= WASTE text engine =

Multilingual text-handling library for the Mac OS

The WASTE (an acronym for WorldScript-aware styled text engine) is an Apple Macintosh text editing software library. WASTE helps Macintosh programmers include advanced text display and editing in their applications.

WASTE is a memory-based editor, which places no arbitrary limit on the amount of text being edited, up to available system memory. It supports the Macintosh WorldScript system, allowing it to handle double-byte character sets and bidirectional text. It includes automatic support for undo operations, drag and drop editing, text justification, embedding images into text, and low-level hooks for rendering and measuring text.

WASTE version 2.0 gained support for paragraph-level formatting, additional character styles, multiple undo and redo operations, Unicode translation, and Mac OS X Carbon support, as well as providing new application programming interfaces (APIs) for printing and string matching.

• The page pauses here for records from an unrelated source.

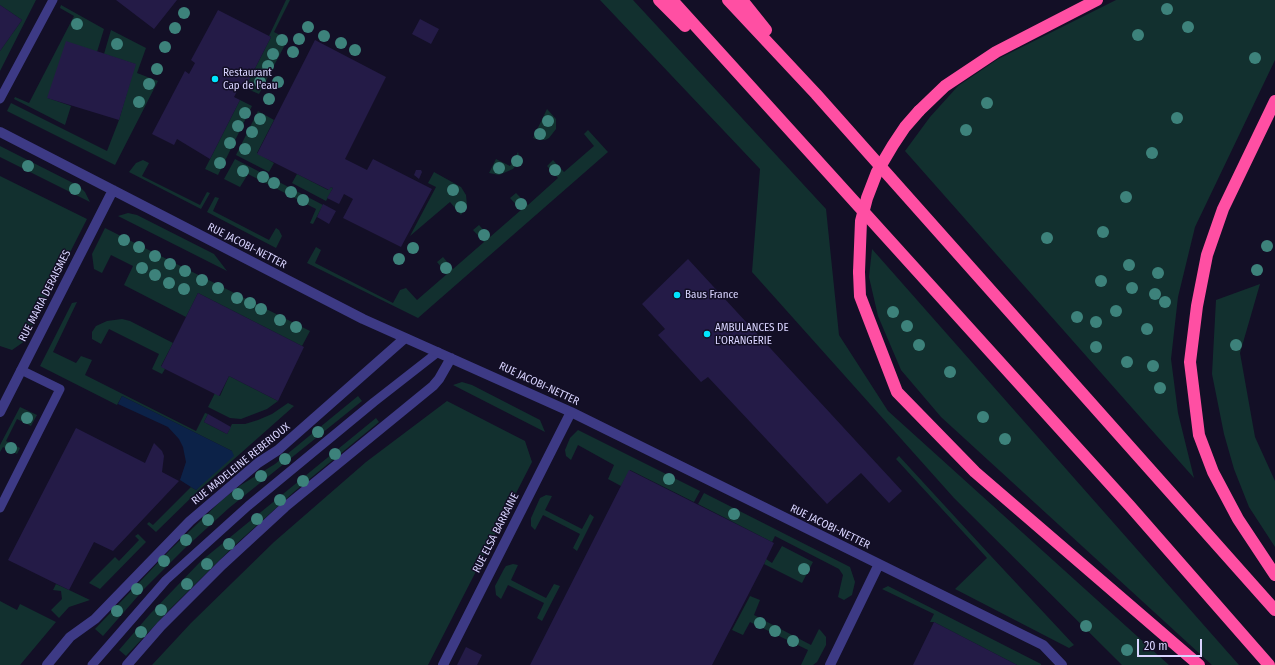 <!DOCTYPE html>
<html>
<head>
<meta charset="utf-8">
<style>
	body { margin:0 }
	#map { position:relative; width:1275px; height:665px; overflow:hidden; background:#130f26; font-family:"Fira Sans Condensed",sans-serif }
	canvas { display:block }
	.scale { position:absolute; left:1137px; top:639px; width:65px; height:18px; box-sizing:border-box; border:2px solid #d9d4ff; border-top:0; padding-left:5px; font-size:12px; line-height:14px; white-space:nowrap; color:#d9d4ff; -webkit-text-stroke:3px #130f26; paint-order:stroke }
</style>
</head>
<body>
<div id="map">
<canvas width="1275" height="665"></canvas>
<div class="scale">20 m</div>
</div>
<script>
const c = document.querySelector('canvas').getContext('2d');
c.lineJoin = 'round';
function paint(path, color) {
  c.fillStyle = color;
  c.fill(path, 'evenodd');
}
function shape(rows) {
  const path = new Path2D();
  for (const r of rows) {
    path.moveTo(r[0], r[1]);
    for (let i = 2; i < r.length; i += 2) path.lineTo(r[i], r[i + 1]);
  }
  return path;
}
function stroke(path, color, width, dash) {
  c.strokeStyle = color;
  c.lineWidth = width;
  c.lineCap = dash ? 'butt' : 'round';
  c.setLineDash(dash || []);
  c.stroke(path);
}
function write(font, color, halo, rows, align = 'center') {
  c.font = font + ' "Fira Sans Condensed",sans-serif';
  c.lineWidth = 3;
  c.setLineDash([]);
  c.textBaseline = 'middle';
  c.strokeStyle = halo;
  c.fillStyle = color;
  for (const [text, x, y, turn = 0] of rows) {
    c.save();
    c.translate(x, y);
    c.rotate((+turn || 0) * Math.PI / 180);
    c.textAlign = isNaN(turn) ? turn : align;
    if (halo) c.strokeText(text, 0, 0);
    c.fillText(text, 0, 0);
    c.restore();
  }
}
const green = shape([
	[0,0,36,0,0,71,0,51,22,20,0,5],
	[286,0,290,0,274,32,288,39,259,94,245,88,271,37,269,36],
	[600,0,633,0,826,209,839,335,888,411,1169,665,1122,665,954,498,752,272,760,169],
	[1116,0,1275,0,1275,60,1195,227,1178,297,1171,359,1178,413,1194,478,905,151,930,117,958,86,998,59],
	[61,5,104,29,97,52,48,98,71,106,65,125,14,99,15,97,29,103,74,16,60,8],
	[111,30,146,48,137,73,158,81,115,165,7,111,11,103,107,151,119,120,135,64,104,54],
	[240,100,252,106,218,175,205,169],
	[547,109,556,119,556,129,549,138,545,140,536,139,533,138],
	[258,111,274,120,257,153,274,163,269,172,236,155],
	[588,130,608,152,418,318,307,263,316,247,321,250,315,263,393,303,400,290,406,288,417,300,447,274,437,262,443,257,453,269,484,242,473,230,479,225,490,237,521,210,510,198,516,193,528,205,558,178,547,166,553,160,564,172,594,146,584,134],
	[0,146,79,186,85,192,90,202,0,157],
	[518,152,520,160,513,169,499,175,489,173,496,159,510,166],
	[235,159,323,205,313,224,310,223,316,209,248,174,240,187,224,179],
	[143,160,149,163,142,176,200,205,207,192,210,193,201,209,129,172,136,163],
	[434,172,461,187,466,195,467,205,461,215,450,202,410,236,436,187,428,183],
	[297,174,328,190,331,187,333,188,326,201,292,183],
	[0,176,87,219,25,341,12,350,0,346],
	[215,197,219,198,213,211,269,240,276,228,279,230,282,236,276,248,207,212],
	[128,213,137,215,214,254,227,271,118,216],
	[105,228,310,331,302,346,198,293,186,317,124,285,133,266,111,255,102,273,94,269,92,254],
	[872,249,1239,665,1212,665,941,417,901,370,878,316,869,277],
	[1260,284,1240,353,1255,437,1275,481,1275,547,1249,507,1234,469,1224,434,1212,374,1216,300],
	[77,302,53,352,76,363,81,356,92,360,85,375,196,431,205,413,208,414,204,422,227,434,232,424,245,424,258,420,272,414,288,403,294,406,198,491,156,532,147,524,149,522,153,525,191,487,196,490,232,451,122,396,117,405,40,366,72,303],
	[122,319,130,321,173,343,161,366,165,369,162,374,152,369,159,354,109,329,101,344,92,339,92,332,96,326,107,321],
	[229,376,278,401,267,409,241,419,230,418,208,407,215,393,220,396],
	[462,382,472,385,540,420,545,432,453,385],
	[358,396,362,401,229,508,184,549,145,588,103,636,95,629,171,549,222,500,241,485,275,464],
	[447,401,525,441,532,462,428,665,152,665,191,623,274,542,366,462],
	[20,407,37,415,31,426,17,419,6,441,20,448,17,454,3,447,0,452,0,445],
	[376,418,379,422,295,491,235,545,172,607,126,656,119,650,150,614,201,561],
	[578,430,700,491,694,502,630,470,621,486,608,479,614,465,578,445,571,460,566,456,565,450,570,438],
	[899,456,990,555,1074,645,1069,648,955,589,987,558,896,459],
	[704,493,850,567,855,582,852,595,844,600,838,597,843,575,839,569,775,536,772,542,698,504],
	[546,495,552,496,545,510,582,529,590,514,594,517,577,551,573,548,580,534,543,515,535,530,531,526,531,518,540,498],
	[138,534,146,542,100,589,89,583,115,557,119,561,139,540,135,536],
	[782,546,813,562,802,583,764,564,766,559,772,563],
	[513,564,518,565,511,580,546,598,554,584,560,586,542,621,537,618,544,603,508,585,501,599,496,595,495,586,504,569,506,566],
	[56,584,69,590,90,600,69,607,59,618,51,610,62,599,61,591,53,590],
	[888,586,1041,664,1041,665,1017,665,934,622,930,622,934,614,882,589],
	[750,596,760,600,754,615,811,645,819,629,821,631,826,637,826,645,817,662,813,665,801,665,808,650,750,622,743,635,732,630],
	[0,601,17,610,20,604,56,622,20,665,0,665]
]);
const water = shape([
	[122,396,232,451,234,456,196,490,191,487,180,480,186,462,183,447,179,439,168,427,118,404]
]);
const building = shape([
	[116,0,177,0,154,29],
	[0,5,22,20,0,51],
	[218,10,271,37,245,88,240,85,234,97,240,100,210,159,177,139,174,145,152,134,185,71,189,74,195,63,191,60],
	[420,19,439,29,431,44,412,34],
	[315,40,386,77,345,159,367,170,373,159,432,189,401,247,343,218,353,199,344,194,339,204,327,198,333,188,331,187,329,190,257,154],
	[66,41,136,64,119,120,47,98],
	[416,170,421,170,422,172,419,179,414,175],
	[323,204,336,211,329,224,317,217],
	[688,259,902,491,889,503,861,473,827,504,708,377,701,382,658,335,665,329,642,304],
	[198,293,304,347,278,401,229,376,219,396,161,367],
	[208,414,231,427,227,434,204,422],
	[76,428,145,463,154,443,162,451,164,456,162,472,179,481,113,551,94,542,69,590,8,560],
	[629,470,774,543,764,564,712,665,530,665],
	[934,622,1017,665,913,665],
	[466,647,482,655,477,665,457,665]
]);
const lane = shape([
	[0,99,53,0],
	[0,508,60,389,21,370],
	[92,665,166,580,248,506,374,402,438,352]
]);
const street = shape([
	[0,132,363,319,571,412,1043,645,1062,665],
	[0,412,113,190],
	[47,665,70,637,95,619,190,521,258,463,278,450,405,338],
	[127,665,161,626,222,565,285,507,433,386,439,379,451,358],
	[443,665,571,412],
	[830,665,879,564]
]);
const highway = shape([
	[659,0,685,26],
	[672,0,1129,505,1269,665],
	[728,0,816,94,1275,610],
	[742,0,766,30],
	[1275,101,1223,209,1207,255,1197,306,1190,362,1199,435,1213,472,1238,519,1275,575],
	[919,111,945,86,996,52,1097,0],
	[859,272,860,296,897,392,975,472,1199,665]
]);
const highwayBridge = shape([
	[859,272,861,221,867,198,877,172,893,145,905,127,919,111]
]);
const trees = [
	[1167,9],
	[184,13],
	[77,24],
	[308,27],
	[1188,27],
	[175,28],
	[1138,35],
	[324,36],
	[299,39],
	[282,40],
	[341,43],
	[117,44],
	[165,47],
	[355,50],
	[293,52],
	[273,54],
	[1255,58],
	[268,66],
	[157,69],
	[260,82],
	[278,82],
	[149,84],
	[269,99],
	[139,102],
	[987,103],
	[245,113],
	[1177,118],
	[260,119],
	[548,121],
	[238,126],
	[966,130],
	[252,132],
	[540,134],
	[230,143],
	[245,149],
	[1152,153],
	[517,161],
	[220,163],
	[28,166],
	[499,168],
	[555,170],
	[243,171],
	[263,177],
	[274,183],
	[75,189],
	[453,190],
	[291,192],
	[1126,197],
	[303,200],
	[521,204],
	[461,207],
	[1103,232],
	[484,235],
	[1047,238],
	[124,240],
	[1267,246],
	[139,247],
	[413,248],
	[155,256],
	[399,259],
	[170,264],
	[1129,265],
	[142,268],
	[446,268],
	[1257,270],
	[185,271],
	[1158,273],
	[155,275],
	[202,280],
	[1101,281],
	[169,283],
	[218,288],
	[1132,288],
	[184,289],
	[1155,294],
	[237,298],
	[1165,302],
	[250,303],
	[261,309],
	[1116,311],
	[893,312],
	[1077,317],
	[280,320],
	[1096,322],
	[907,326],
	[296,327],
	[1147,329],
	[919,345],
	[1236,345],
	[1096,347],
	[1127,362],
	[1153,366],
	[950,372],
	[1160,388],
	[983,417],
	[27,418],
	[318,432],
	[1005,439],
	[11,448],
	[335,454],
	[285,459],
	[261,476],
	[669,479],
	[303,481],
	[238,494],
	[280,500],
	[734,514],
	[257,519],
	[208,520],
	[186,540],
	[229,544],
	[164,561],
	[207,564],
	[804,569],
	[187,584],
	[137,589],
	[161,610],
	[117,611],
	[760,623],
	[1086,626],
	[775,631],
	[141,632],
	[793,641],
	[1127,650]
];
const markers = [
	[215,79,4,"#00e5ff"],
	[677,295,4,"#00e5ff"],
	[707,334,4,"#00e5ff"]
];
const poiNames = [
	["Restaurant",223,73],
	["Cap de l'eau",223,86],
	["Baus France",685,295],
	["AMBULANCES DE",715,328],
	["L'ORANGERIE",715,341]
];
const streetNames = [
	["RUE JACOBI-NETTER",247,246,27],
	["RUE MARIA DERAISMES",45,296,-63],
	["RUE JACOBI-NETTER",539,384,25],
	["RUE MADELEINE REBERIOUX",241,464,-39],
	["RUE JACOBI-NETTER",830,527,26],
	["RUE ELSA BARRAINE",496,533,-63]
];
paint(green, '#12302f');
paint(water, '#0c2248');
paint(building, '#241b47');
stroke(lane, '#3d3a85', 9);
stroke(street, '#3d3a85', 10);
stroke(highway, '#ff4fa3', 12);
stroke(highwayBridge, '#ff4fa3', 12);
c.fillStyle = '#3d827b';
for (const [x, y] of trees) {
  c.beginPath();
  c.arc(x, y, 6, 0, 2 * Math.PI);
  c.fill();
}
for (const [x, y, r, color] of markers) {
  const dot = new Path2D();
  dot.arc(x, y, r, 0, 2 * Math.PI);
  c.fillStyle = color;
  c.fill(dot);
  stroke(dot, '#130f26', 1.5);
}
write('11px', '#d9d4ff', '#130f26', poiNames, 'left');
write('11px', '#d9d4ff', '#130f26', streetNames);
</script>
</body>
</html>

WASTE is a popular third party library used in many Macintosh applications, formerly under the Classic Mac OS and more recently under Mac OS X, including Netscape Navigator, Internet Explorer, Microsoft Entourage, Microsoft Outlook for Mac, REALbasic, and Tex-Edit Plus.

Since WASTE uses deprecated QuickDraw features, it was deprecated in Mac OS X version 10.4 and unsupported as of version 10.6.